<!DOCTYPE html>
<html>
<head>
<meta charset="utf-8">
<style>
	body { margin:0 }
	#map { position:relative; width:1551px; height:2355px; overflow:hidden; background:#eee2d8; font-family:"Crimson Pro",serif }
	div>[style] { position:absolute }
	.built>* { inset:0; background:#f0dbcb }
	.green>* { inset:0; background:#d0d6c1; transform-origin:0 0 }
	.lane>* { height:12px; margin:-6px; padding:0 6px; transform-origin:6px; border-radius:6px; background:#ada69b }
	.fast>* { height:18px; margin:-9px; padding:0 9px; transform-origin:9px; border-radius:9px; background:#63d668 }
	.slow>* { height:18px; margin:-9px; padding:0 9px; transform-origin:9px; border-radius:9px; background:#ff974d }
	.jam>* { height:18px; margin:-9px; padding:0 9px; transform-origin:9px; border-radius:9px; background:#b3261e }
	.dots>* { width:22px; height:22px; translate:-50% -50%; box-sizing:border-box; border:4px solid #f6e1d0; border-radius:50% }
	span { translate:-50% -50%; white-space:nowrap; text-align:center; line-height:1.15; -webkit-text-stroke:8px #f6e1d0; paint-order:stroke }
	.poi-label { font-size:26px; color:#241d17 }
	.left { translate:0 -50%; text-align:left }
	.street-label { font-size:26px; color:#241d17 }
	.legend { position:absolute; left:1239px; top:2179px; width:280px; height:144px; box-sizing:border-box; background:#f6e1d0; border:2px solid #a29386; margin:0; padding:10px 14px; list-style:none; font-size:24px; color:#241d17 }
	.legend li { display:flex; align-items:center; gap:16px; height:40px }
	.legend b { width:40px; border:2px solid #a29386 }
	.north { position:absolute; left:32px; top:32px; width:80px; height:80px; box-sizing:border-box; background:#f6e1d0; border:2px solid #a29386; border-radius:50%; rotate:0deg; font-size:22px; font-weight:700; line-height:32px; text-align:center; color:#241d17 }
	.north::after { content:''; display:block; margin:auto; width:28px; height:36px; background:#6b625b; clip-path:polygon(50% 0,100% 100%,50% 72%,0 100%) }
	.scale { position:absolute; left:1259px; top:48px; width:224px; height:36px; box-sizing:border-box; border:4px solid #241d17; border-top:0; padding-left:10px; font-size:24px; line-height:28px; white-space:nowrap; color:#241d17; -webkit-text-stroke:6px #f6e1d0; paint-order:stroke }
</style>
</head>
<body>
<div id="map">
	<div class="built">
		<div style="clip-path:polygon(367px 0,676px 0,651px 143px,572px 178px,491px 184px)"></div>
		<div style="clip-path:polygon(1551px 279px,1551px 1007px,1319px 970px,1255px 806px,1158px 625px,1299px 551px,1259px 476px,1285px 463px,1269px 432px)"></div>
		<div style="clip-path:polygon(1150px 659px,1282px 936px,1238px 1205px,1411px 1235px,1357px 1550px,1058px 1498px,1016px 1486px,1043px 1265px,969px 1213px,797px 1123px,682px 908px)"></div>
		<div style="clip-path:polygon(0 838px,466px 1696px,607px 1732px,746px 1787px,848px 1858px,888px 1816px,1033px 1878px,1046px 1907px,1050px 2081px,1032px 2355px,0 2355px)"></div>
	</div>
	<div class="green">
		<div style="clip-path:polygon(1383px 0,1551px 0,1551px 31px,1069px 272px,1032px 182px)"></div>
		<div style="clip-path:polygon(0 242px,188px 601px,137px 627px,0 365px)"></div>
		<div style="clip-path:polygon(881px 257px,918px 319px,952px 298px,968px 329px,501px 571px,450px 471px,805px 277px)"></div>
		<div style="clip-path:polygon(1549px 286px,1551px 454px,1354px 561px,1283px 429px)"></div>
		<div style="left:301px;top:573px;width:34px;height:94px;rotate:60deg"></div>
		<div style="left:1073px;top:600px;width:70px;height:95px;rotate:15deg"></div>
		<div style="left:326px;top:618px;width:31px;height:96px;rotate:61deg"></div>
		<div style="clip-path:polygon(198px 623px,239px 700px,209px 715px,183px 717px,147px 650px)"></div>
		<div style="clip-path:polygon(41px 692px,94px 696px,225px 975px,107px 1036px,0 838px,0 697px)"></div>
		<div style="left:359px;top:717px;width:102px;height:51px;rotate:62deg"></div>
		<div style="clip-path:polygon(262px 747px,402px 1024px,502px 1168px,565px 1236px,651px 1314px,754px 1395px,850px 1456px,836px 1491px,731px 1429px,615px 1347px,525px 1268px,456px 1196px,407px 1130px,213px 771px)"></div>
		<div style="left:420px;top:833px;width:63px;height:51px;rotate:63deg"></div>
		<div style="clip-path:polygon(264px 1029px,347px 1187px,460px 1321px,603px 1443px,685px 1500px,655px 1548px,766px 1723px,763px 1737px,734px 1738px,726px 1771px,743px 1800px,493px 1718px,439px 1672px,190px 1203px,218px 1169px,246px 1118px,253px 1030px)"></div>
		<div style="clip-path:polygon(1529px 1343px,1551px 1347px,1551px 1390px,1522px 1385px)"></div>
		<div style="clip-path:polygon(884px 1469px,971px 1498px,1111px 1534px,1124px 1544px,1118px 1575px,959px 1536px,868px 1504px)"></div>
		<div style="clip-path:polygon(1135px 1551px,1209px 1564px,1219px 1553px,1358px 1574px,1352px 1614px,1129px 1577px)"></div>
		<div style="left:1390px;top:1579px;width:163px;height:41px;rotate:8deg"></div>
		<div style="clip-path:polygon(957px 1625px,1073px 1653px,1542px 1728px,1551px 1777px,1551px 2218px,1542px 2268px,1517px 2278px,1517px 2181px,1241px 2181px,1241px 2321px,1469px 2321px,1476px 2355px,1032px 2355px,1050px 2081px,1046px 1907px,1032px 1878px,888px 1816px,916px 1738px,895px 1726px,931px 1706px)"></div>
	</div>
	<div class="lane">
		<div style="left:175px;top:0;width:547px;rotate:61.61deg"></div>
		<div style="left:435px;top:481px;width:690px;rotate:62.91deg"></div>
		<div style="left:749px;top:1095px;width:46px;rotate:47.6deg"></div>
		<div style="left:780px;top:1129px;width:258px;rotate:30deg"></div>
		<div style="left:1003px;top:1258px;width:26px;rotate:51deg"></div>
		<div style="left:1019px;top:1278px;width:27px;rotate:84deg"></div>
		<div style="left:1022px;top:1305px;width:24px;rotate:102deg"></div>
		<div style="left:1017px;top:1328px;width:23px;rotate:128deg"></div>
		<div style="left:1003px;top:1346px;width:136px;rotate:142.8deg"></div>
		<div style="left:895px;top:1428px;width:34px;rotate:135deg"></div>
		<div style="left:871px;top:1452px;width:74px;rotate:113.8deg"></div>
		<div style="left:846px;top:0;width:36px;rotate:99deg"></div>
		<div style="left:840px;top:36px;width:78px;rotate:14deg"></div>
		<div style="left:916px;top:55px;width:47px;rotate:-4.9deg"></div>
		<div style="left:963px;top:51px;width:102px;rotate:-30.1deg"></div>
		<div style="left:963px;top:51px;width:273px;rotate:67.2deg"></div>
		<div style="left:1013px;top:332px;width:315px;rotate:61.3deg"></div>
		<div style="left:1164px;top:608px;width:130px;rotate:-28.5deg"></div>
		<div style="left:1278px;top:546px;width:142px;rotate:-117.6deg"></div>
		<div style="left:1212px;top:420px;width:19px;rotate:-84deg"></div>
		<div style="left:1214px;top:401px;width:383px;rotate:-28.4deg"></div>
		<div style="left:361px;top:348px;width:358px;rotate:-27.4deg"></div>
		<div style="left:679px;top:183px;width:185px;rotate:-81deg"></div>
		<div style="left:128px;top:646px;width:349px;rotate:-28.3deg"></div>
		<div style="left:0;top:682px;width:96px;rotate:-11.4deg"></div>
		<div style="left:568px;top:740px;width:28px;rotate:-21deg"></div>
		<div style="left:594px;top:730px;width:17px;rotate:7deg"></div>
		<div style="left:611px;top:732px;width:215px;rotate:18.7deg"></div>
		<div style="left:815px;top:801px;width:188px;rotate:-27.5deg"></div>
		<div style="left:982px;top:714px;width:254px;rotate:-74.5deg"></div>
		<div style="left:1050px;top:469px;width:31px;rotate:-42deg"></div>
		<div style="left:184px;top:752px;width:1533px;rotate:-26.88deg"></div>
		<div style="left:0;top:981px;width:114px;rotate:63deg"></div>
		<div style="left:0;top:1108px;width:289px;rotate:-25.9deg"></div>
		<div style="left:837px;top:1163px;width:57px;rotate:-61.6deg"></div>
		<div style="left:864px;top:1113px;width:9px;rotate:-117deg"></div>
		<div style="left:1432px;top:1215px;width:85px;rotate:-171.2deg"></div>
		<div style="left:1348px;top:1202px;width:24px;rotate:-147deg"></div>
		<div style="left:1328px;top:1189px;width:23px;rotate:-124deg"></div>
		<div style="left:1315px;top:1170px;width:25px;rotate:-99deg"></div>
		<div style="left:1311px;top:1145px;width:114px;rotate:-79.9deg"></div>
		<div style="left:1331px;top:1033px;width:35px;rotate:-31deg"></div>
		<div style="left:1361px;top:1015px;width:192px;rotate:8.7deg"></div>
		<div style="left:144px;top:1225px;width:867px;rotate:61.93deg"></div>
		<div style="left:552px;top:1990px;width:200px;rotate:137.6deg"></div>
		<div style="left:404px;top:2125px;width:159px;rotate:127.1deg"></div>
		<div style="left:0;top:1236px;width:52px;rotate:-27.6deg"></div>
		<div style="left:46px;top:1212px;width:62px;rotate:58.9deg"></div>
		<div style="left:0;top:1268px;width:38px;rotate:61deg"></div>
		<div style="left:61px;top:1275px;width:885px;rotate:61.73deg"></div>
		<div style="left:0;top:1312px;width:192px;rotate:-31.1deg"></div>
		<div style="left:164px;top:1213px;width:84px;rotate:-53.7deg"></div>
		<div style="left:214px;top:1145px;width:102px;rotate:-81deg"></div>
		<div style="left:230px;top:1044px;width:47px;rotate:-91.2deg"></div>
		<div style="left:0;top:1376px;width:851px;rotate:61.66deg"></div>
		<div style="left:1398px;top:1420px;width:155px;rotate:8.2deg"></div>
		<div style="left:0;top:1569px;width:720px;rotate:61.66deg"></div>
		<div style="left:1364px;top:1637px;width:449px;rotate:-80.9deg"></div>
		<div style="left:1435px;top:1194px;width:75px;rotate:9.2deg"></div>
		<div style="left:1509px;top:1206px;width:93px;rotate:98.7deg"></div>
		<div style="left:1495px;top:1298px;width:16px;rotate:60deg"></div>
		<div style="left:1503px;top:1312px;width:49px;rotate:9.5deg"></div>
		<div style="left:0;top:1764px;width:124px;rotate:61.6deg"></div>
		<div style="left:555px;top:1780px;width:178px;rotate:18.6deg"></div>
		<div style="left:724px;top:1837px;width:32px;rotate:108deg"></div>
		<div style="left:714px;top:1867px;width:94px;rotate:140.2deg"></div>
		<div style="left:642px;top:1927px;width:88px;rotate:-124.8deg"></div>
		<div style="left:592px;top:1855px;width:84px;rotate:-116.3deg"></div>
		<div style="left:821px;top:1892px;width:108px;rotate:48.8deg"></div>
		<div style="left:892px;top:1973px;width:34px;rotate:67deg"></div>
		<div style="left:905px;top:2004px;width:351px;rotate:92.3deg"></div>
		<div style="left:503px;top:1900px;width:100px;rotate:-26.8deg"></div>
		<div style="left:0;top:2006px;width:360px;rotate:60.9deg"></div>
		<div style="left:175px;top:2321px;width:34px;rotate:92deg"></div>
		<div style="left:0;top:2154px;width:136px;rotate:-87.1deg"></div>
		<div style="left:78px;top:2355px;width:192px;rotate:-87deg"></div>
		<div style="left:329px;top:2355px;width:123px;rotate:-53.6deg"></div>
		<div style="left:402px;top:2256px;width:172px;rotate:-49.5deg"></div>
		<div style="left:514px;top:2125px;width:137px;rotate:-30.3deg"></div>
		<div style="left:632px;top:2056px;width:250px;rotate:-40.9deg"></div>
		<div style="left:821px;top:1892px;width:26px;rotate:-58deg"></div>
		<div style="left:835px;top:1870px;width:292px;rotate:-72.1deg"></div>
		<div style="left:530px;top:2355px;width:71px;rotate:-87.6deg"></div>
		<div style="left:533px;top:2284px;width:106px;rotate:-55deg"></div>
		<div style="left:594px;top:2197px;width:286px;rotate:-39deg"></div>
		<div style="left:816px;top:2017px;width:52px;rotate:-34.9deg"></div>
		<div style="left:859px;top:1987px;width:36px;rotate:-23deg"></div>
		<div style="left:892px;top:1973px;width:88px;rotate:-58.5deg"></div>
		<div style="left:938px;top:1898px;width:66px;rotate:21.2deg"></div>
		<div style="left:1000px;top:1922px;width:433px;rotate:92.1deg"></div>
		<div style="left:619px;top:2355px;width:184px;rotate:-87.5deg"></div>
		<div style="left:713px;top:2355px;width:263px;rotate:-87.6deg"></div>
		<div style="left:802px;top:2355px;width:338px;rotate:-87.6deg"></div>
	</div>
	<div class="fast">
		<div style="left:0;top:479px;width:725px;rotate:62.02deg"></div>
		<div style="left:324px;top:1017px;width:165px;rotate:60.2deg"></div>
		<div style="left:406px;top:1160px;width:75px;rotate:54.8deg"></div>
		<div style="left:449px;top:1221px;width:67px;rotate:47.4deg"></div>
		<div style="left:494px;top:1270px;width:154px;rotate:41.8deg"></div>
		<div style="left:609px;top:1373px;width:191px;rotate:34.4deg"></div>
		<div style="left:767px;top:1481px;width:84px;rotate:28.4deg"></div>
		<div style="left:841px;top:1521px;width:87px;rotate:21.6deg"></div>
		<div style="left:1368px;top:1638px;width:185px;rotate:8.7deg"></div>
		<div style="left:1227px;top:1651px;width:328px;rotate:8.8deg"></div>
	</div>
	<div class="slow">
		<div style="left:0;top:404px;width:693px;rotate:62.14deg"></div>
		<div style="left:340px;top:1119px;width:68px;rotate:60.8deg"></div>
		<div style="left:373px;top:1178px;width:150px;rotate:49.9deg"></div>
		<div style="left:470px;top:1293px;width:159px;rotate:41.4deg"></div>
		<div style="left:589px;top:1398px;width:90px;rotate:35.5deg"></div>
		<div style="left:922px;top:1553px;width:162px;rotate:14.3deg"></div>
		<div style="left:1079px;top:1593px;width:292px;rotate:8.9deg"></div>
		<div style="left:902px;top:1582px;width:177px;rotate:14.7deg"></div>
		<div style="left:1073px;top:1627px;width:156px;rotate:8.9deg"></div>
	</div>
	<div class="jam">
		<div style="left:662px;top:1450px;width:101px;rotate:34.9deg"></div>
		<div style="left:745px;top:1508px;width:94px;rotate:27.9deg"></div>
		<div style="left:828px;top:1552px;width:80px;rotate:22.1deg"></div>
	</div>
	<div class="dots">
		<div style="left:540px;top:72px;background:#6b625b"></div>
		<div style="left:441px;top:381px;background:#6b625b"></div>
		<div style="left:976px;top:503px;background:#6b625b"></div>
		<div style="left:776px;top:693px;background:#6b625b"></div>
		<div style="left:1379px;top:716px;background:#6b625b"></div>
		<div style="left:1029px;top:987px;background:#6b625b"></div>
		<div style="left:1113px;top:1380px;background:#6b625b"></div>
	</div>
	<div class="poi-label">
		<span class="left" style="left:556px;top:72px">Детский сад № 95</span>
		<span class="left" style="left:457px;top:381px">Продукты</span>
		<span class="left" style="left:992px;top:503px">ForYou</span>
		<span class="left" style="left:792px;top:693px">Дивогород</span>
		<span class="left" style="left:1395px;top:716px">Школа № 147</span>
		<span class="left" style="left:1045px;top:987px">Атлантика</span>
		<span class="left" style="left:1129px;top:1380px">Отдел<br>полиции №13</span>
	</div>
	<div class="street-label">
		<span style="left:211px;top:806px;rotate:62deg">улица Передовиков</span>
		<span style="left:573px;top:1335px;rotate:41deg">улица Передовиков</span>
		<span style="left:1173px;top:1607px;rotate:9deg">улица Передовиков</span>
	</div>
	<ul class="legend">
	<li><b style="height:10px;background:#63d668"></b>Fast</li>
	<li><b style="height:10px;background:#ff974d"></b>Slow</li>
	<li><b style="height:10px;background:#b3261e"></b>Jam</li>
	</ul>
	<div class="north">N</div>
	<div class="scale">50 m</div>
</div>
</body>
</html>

WHAT TO PRODUCE
Which lines should be output? Exactly those from the first line of the data through the line containing "inset:0; background:#d0d6c1; transform-origin:0", inclusive.

ANSWER TO THIS EXERCISE
<!DOCTYPE html>
<html>
<head>
<meta charset="utf-8">
<style>
	body { margin:0 }
	#map { position:relative; width:1551px; height:2355px; overflow:hidden; background:#eee2d8; font-family:"Crimson Pro",serif }
	div>[style] { position:absolute }
	.built>* { inset:0; background:#f0dbcb }
	.green>* { inset:0; background:#d0d6c1; transform-origin:0 0 }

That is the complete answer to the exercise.